Washington could take a large bite out of the impending Medicare and Medicaid crises — perhaps $61 billion a year as early as 2015 — with a modest investment today in Alzheimer’s research. That’s the message the Alzheimer’s Association brought to a recent editorial board meeting with The Washington Times, and the association’s reckoning looks about right to us. It’s time for President Bush and Congress to hike the National Institutes of Health’s Alzheimer’s research budget.

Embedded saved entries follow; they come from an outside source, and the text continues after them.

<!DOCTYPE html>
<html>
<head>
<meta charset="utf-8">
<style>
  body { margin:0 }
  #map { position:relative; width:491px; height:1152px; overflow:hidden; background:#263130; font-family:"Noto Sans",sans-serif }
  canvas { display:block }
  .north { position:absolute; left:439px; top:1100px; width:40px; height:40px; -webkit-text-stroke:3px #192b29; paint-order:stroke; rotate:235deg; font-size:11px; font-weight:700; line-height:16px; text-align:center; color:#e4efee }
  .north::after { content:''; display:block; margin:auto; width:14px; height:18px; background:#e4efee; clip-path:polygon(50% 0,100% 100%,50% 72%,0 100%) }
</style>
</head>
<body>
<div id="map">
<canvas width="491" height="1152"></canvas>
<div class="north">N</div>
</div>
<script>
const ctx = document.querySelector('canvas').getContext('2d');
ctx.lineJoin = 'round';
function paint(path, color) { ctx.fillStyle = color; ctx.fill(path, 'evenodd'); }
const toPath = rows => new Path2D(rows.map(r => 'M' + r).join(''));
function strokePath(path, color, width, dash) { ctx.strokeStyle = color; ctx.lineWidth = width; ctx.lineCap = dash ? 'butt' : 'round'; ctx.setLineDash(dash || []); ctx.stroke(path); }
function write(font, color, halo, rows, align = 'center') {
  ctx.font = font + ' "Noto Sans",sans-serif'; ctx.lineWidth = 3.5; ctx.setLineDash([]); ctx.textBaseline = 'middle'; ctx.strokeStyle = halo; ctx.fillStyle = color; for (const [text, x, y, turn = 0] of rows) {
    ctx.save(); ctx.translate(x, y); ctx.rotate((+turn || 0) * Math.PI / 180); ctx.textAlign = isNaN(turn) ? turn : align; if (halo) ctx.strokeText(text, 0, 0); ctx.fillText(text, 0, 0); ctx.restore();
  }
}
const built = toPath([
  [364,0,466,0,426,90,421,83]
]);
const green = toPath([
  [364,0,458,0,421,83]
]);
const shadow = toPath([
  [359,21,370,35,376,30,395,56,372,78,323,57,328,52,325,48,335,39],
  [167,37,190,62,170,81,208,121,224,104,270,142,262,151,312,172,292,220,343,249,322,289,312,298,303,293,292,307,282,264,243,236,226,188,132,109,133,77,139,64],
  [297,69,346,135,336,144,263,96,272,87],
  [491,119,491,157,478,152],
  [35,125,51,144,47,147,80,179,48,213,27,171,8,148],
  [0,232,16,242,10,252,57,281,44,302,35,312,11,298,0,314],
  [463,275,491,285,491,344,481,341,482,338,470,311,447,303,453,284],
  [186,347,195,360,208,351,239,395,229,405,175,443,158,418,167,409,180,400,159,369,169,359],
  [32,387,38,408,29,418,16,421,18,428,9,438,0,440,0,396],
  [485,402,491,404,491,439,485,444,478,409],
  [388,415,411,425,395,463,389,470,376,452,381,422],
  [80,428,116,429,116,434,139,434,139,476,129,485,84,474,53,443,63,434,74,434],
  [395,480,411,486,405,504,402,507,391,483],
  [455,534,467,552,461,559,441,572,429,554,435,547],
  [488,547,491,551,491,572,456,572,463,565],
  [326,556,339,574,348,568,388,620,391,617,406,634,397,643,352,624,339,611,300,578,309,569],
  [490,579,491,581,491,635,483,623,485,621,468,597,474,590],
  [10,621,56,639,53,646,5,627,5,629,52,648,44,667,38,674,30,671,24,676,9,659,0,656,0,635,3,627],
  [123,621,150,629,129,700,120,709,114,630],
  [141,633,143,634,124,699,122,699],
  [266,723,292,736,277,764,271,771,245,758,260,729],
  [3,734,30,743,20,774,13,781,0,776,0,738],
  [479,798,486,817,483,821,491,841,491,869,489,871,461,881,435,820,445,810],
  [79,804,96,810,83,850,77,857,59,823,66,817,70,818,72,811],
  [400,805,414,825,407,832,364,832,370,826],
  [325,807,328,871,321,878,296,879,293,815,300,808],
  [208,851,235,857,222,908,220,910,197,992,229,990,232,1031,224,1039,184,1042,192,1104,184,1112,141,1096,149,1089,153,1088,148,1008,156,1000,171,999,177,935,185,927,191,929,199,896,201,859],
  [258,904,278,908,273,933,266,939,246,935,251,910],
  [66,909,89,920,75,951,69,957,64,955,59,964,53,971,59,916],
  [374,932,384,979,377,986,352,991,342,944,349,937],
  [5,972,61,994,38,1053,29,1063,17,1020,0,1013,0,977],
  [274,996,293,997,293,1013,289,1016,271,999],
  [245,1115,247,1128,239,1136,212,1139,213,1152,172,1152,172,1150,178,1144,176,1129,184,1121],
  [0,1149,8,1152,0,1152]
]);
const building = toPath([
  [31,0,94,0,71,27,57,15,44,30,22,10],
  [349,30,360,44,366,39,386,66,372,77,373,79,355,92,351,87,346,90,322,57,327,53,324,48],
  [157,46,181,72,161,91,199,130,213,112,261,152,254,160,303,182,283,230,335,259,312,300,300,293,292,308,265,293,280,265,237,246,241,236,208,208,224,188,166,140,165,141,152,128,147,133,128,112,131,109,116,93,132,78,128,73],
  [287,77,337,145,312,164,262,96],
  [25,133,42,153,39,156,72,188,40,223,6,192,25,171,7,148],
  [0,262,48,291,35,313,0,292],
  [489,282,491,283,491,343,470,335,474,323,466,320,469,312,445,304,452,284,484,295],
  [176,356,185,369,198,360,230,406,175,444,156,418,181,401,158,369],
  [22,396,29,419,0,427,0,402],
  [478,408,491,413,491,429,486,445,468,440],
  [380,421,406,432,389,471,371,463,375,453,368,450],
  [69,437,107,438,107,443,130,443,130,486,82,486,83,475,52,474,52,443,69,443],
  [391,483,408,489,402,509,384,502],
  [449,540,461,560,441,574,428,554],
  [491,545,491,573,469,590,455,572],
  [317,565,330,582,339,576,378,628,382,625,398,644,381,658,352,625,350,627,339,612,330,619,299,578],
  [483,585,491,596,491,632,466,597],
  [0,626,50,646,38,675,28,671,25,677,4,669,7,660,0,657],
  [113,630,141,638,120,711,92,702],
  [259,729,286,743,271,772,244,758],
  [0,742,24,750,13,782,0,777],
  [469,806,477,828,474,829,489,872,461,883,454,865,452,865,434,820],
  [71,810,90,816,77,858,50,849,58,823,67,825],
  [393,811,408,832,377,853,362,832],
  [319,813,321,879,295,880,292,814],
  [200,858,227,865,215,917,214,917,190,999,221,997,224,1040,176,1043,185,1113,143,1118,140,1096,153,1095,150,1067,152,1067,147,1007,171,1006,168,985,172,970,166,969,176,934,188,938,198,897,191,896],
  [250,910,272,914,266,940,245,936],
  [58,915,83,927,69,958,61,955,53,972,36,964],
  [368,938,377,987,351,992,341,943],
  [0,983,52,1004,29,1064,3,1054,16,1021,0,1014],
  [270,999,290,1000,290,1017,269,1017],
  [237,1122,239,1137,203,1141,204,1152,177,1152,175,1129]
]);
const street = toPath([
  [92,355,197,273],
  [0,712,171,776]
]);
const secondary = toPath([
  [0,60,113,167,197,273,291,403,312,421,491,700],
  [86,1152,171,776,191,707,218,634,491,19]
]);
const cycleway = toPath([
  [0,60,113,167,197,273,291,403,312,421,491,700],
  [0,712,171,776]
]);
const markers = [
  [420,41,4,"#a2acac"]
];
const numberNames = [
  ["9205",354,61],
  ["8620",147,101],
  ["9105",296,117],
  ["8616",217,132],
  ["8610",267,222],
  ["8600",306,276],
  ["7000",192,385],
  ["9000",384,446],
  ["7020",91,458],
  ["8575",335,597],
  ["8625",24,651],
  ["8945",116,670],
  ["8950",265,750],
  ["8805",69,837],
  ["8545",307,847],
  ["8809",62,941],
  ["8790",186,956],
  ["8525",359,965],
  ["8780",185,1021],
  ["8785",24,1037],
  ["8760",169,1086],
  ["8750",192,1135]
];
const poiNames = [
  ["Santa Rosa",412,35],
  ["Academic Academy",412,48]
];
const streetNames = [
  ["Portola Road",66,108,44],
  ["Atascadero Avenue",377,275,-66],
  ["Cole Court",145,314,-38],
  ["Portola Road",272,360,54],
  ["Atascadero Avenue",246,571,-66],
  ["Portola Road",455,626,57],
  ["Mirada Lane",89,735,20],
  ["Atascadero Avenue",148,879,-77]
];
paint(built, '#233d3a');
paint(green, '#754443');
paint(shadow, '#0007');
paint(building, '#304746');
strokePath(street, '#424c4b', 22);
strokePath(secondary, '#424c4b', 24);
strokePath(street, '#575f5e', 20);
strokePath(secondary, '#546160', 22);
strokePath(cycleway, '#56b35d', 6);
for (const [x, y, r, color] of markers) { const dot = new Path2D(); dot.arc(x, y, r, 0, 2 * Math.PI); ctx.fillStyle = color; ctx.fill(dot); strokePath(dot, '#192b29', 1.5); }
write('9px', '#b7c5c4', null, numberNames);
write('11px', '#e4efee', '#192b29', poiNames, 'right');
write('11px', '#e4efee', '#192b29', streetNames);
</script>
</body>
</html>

It’s not widely acknowledged, but Alzheimer’s will be a key part of the Medicare- and Medicaid-spending crisis in the coming decades. Currently, 34 percent of Medicare spending goes to beneficiaries with Alzheimer’s, even though those beneficiaries are only 12.8 percent of the population over age 65. Alzheimer’s patients cost Medicare three times as much as other seniors, in fact, because Alzheimer’s exacerbates care-provision demands for chronic conditions like diabetes or heart disease. The approaching baby-boomer retirement threatens to expand the numbers of Alzheimer’s sufferers dramatically. When the association says that “the future of Medicare and Medicaid depends on getting Alzheimer’s disease under control,” it’s not exaggerating.

Given the current state of research, the association figures that a breakthrough to delay the onset of Alzheimer’s and to slow its progression could happen by 2010 with sufficient funding. The most promising avenues of research include drugs to prevent the buildup of amyloid plaques in the brains of Alzheimer’s sufferers, plaques which appear to be related to the development of Alzheimer’s. Much of the promising research cannot be patented, however — hence the push for greater NIH funding.

By the group’s reckoning, funding the right research areas would cost the federal government approximately another $320 million a year, quite a small figure relative to overall spending and relative to the likely savings. According to a Lewin Group study the association commissioned, a $320 million annual hike in federal funding for Alzheimer’s research could save $51 billion in Medicare spending and $10 billion for Medicaid within five years of a significant breakthrough. The $320 million would raise current federal Alzheimer’s funding by slightly less than half to $1 billion annually. For comparison’s sake, the federal government spends almost three times as much researching HIV/AIDS ($2.9 billion) and more than five times as much for cancer ($5.6 billion).

For returns on a tax-dollar investment, it doesn’t get much better than this. President Bush and Congress should be hiking funding for the National Institutes of Health’s Alzheimer’s research programs. It would be a wise investment in the solvency of Medicare. More than this, it would fulfill the government’s commitment to push health-care advancements that the private sector cannot.